[What this task involves] A faithful, word-for-word copy of the data below is required, without pictures.

Dataset entries:
##############################

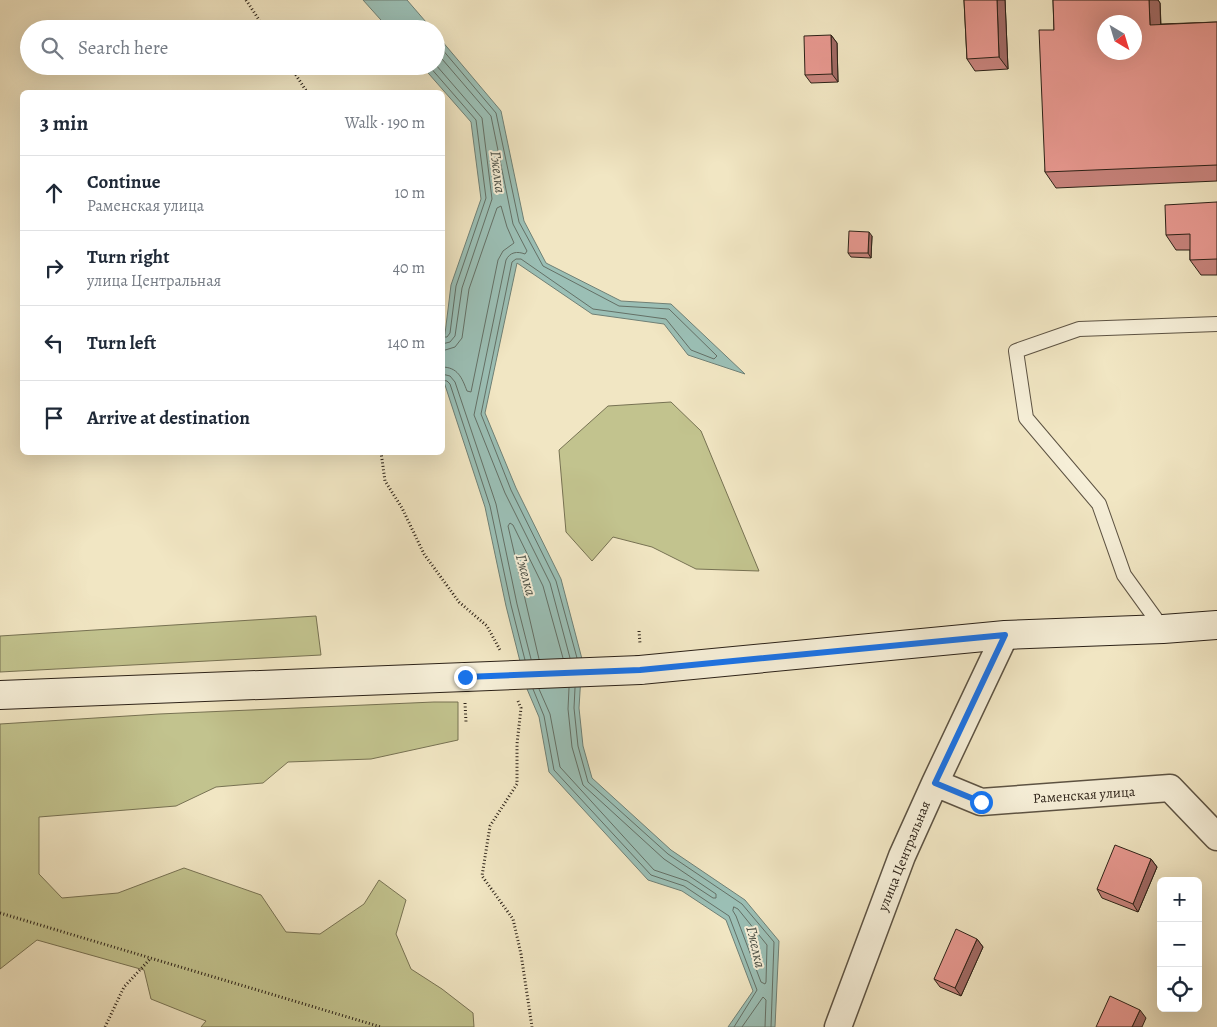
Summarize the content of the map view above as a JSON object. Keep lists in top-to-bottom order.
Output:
{
  "streets": {
    "street": ["Раменская улица", "улица Центральная"]
  },
  "crossings": [
    ["Раменская улица", "улица Центральная"]
  ],
  "water": ["Гжелка"],
  "north": "bottom right",
  "page": {
    "search": "Search here",
    "heading": ["3 min", "Walk · 190 m"],
    "list": [
      ["Continue", "Раменская улица", "10 m"],
      ["Turn right", "улица Центральная", "40 m"],
      ["Turn left", "140 m"],
      "Arrive at destination"
    ],
    "map_buttons": ["+", "−"]
  }
}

##############################

[Task answer]
Summarize the content of the map view above as a JSON object. Keep lists in top-to-bottom order.
Output:
{
  "streets": {
    "street": ["Раменская улица", "улица Центральная"]
  },
  "crossings": [
    ["Раменская улица", "улица Центральная"]
  ],
  "water": ["Гжелка"],
  "north": "bottom right",
  "page": {
    "search": "Search here",
    "heading": ["3 min", "Walk · 190 m"],
    "list": [
      ["Continue", "Раменская улица", "10 m"],
      ["Turn right", "улица Центральная", "40 m"],
      ["Turn left", "140 m"],
      "Arrive at destination"
    ],
    "map_buttons": ["+", "−"]
  }
}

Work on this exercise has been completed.